== EXERCISE REQUIREMENTS ==
Only the lines from the top of the data through the one with "width:36px; height:36px; display:grid;" are to be written out, each exactly as it stands.

== DATASET CONTENT ==
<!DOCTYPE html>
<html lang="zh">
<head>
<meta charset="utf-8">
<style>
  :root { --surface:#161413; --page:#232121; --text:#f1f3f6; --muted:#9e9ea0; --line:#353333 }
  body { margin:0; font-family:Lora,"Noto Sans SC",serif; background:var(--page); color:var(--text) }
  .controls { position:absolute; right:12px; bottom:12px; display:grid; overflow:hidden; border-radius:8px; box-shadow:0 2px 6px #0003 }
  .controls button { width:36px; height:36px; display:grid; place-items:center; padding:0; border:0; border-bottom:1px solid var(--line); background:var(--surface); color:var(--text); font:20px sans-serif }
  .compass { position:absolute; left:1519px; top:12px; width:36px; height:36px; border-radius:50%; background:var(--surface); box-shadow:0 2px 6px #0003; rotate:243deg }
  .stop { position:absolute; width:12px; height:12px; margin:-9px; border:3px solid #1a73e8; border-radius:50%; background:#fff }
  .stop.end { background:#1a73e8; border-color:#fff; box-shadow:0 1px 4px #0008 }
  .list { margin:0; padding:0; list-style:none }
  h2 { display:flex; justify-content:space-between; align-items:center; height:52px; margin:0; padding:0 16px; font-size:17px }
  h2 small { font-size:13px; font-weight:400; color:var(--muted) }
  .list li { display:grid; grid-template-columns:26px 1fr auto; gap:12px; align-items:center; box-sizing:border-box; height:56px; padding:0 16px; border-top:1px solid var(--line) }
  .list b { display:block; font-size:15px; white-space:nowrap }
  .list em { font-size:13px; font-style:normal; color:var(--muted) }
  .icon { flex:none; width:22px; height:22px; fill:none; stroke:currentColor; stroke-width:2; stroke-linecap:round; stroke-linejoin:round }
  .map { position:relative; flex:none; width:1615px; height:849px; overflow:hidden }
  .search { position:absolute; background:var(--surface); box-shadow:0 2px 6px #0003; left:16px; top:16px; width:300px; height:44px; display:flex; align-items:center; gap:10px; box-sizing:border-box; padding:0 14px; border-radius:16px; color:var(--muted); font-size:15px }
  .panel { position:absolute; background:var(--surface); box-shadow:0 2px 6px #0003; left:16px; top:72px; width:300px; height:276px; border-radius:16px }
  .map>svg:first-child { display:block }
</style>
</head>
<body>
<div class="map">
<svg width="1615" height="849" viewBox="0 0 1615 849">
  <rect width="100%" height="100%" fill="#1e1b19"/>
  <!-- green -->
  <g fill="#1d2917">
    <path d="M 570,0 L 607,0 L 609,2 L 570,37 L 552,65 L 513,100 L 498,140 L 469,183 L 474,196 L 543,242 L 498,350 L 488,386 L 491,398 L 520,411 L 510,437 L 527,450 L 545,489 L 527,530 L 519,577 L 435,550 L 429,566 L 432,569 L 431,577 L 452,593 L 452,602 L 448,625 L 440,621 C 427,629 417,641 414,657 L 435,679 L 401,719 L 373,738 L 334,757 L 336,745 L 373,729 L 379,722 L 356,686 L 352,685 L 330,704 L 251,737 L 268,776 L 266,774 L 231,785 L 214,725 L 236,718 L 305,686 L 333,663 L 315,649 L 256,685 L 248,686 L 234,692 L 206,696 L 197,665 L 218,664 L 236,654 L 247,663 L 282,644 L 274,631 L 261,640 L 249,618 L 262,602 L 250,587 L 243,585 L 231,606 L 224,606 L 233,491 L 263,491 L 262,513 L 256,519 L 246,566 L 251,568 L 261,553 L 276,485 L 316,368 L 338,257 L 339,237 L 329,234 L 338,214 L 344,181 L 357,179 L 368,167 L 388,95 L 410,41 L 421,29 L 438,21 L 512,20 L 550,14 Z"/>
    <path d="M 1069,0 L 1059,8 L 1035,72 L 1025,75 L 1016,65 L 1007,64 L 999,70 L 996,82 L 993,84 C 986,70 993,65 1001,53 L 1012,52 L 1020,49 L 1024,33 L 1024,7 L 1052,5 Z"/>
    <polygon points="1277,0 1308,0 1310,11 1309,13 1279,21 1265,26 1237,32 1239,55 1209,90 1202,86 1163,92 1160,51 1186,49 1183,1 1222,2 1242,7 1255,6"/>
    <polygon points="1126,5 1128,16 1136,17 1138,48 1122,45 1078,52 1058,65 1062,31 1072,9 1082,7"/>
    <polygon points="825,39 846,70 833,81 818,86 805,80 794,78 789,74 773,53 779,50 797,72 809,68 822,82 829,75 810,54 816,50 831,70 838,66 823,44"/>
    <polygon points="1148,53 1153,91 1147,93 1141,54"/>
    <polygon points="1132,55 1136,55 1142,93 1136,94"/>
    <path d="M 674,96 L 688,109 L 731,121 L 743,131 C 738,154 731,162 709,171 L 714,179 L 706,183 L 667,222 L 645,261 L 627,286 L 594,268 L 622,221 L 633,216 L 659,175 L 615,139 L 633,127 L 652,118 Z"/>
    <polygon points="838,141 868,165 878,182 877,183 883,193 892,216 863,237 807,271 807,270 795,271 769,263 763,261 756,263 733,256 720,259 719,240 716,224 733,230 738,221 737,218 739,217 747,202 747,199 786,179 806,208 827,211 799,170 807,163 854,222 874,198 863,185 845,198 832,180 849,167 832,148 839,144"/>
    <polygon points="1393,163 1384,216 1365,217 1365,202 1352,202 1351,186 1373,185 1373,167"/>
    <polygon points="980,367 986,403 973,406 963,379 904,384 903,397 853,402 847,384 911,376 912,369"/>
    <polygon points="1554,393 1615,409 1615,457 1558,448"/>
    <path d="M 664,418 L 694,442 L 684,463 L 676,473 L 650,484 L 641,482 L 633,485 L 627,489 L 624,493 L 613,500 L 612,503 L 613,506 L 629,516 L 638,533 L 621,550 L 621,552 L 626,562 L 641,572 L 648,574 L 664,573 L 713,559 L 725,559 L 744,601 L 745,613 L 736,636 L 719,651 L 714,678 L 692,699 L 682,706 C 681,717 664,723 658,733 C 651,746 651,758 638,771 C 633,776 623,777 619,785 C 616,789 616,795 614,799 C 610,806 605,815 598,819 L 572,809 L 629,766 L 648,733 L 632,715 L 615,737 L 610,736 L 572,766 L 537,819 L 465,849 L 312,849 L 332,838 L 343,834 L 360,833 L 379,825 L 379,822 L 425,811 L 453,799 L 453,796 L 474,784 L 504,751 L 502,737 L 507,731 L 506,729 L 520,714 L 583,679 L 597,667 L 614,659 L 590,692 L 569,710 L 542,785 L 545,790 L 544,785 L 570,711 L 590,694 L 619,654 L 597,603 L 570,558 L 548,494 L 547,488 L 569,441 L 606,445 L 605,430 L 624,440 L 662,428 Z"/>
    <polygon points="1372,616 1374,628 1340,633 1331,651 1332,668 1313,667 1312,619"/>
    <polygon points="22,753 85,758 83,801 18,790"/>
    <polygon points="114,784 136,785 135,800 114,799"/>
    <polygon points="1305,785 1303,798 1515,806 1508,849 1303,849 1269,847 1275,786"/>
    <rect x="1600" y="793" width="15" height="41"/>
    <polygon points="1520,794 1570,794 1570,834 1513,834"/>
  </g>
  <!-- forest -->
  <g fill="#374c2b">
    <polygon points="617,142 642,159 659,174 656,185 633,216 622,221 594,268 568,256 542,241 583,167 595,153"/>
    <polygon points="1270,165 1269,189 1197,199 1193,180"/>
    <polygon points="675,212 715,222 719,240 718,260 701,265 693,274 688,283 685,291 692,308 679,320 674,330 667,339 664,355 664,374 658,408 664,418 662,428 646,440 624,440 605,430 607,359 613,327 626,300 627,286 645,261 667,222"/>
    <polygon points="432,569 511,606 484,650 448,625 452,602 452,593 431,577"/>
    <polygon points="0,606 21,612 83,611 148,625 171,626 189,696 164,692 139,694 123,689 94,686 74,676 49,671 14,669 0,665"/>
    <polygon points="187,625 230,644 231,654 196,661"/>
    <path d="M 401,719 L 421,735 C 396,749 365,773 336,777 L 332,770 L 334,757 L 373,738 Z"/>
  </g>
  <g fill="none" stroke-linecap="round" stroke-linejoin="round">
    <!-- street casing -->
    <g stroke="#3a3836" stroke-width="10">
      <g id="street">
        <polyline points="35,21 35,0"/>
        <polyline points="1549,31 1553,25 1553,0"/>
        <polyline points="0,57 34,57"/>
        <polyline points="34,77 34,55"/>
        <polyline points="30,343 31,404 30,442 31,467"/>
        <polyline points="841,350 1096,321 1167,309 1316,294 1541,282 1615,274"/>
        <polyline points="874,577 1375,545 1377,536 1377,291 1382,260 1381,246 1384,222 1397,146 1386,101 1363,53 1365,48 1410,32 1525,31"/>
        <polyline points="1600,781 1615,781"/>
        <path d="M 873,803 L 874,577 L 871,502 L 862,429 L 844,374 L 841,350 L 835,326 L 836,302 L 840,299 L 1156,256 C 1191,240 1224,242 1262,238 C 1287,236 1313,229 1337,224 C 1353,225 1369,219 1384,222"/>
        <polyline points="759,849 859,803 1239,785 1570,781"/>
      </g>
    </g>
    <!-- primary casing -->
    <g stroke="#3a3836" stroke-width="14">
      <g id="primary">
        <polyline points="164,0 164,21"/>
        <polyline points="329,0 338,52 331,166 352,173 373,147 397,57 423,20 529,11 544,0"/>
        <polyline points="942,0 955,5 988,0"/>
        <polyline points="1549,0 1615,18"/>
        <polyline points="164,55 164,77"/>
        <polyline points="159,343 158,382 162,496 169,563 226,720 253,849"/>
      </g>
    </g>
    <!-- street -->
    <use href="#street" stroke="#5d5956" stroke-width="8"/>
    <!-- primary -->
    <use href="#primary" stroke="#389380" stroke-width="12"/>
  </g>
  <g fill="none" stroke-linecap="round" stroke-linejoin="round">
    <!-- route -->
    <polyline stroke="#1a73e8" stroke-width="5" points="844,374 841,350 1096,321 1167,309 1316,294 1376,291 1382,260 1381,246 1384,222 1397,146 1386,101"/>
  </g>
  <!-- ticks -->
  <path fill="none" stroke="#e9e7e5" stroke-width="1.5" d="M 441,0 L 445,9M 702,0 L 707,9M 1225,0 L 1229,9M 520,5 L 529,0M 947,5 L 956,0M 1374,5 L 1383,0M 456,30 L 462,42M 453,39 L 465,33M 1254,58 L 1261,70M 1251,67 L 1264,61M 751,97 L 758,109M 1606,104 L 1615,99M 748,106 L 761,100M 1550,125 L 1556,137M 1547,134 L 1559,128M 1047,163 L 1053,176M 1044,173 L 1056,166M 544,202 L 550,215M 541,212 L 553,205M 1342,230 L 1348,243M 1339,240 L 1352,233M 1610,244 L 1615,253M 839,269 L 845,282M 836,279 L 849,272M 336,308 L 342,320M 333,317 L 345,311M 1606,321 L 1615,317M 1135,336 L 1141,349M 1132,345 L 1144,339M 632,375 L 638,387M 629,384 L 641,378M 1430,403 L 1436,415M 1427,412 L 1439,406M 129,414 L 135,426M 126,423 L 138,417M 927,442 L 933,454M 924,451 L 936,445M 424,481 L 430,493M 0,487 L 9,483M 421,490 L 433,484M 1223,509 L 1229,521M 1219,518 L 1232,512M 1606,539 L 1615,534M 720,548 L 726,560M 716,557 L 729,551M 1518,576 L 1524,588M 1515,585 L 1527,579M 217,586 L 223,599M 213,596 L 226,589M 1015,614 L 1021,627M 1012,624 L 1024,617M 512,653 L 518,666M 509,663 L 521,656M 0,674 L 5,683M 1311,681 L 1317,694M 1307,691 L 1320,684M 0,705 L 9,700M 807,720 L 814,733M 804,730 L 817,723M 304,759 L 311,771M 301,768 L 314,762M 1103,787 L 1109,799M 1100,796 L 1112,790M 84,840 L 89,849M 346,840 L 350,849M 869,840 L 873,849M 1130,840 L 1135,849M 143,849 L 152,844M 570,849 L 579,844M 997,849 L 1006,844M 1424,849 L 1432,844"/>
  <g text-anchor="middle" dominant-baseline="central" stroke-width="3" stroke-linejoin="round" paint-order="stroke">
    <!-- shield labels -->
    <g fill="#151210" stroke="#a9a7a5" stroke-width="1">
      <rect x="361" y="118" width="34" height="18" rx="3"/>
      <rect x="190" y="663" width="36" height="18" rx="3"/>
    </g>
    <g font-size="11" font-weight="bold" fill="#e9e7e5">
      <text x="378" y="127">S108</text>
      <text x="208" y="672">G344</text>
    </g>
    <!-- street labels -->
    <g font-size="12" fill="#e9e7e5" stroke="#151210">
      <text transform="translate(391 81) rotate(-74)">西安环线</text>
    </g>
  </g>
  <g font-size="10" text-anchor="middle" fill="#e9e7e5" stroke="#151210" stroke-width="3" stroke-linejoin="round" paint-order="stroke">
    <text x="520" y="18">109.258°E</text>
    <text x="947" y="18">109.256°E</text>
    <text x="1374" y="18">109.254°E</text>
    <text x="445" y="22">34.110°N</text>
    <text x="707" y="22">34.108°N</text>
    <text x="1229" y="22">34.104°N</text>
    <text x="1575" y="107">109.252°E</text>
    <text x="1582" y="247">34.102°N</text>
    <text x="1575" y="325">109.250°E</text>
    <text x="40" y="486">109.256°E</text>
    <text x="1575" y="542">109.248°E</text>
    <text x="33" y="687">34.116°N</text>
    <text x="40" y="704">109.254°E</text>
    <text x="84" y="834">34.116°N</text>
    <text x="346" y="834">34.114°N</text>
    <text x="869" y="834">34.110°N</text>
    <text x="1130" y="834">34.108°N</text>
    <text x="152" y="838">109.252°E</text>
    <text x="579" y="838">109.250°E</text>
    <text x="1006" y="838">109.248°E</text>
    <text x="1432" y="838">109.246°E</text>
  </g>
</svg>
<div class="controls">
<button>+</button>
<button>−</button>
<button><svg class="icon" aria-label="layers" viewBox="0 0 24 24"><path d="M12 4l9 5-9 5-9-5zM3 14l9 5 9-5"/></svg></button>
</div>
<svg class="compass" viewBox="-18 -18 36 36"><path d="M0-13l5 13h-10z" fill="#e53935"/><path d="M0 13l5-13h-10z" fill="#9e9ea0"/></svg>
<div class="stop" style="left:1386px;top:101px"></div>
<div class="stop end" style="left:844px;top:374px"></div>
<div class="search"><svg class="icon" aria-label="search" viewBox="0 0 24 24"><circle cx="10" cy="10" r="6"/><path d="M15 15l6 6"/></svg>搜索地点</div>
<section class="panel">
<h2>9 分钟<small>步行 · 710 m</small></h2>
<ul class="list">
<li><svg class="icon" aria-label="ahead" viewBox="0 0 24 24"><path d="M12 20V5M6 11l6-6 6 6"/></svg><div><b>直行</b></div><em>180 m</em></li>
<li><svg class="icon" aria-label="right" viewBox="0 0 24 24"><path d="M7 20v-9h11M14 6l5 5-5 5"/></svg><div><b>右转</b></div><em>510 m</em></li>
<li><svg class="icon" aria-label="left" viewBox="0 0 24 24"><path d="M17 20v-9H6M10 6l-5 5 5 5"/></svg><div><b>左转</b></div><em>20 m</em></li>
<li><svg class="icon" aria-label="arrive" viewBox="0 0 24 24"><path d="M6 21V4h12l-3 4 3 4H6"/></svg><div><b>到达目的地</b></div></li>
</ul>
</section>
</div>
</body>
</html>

== YOUR SOLUTION ==
<!DOCTYPE html>
<html lang="zh">
<head>
<meta charset="utf-8">
<style>
  :root { --surface:#161413; --page:#232121; --text:#f1f3f6; --muted:#9e9ea0; --line:#353333 }
  body { margin:0; font-family:Lora,"Noto Sans SC",serif; background:var(--page); color:var(--text) }
  .controls { position:absolute; right:12px; bottom:12px; display:grid; overflow:hidden; border-radius:8px; box-shadow:0 2px 6px #0003 }
  .controls button { width:36px; height:36px; display:grid; place-items:center; padding:0; border:0; border-bottom:1px solid var(--line); background:var(--surface); color:var(--text); font:20px sans-serif }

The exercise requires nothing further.